# DATA RECORDS
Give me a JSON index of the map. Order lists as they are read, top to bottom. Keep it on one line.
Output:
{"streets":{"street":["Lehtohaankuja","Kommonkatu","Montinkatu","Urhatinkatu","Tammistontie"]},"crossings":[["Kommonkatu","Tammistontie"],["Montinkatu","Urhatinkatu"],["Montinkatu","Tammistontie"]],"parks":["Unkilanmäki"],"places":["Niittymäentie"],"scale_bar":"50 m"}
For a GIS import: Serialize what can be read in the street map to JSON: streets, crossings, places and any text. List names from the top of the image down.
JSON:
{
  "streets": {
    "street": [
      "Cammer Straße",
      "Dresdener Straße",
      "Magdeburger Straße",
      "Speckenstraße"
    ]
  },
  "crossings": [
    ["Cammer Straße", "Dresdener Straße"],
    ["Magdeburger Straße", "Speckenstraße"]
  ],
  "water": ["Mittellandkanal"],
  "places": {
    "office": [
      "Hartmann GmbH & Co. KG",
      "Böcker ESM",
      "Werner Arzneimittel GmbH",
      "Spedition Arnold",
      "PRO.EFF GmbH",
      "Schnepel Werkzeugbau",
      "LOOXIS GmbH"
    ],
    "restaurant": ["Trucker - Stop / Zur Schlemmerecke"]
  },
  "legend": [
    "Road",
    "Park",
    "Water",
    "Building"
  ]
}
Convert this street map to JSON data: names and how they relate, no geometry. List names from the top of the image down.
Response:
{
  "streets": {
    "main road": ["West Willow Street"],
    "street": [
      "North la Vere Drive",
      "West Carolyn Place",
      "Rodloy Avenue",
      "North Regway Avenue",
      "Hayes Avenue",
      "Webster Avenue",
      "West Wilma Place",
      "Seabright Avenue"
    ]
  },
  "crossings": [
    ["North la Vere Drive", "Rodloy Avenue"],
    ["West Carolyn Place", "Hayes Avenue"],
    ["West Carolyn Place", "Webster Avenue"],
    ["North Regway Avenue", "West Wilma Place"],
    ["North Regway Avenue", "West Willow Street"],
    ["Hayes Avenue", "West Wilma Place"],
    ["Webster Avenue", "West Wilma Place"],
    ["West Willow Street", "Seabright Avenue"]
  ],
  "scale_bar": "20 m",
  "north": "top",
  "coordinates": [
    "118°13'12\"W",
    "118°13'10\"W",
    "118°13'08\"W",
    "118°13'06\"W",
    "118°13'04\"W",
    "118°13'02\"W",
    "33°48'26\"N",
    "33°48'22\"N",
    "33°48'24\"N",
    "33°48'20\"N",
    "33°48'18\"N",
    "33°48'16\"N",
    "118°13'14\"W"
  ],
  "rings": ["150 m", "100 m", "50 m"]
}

# ACTIVITY
Extract, from the material above, each line holding the word "image".

# TASK RESULT
For a GIS import: Serialize what can be read in the street map to JSON: streets, crossings, places and any text. List names from the top of the image down.
Convert this street map to JSON data: names and how they relate, no geometry. List names from the top of the image down.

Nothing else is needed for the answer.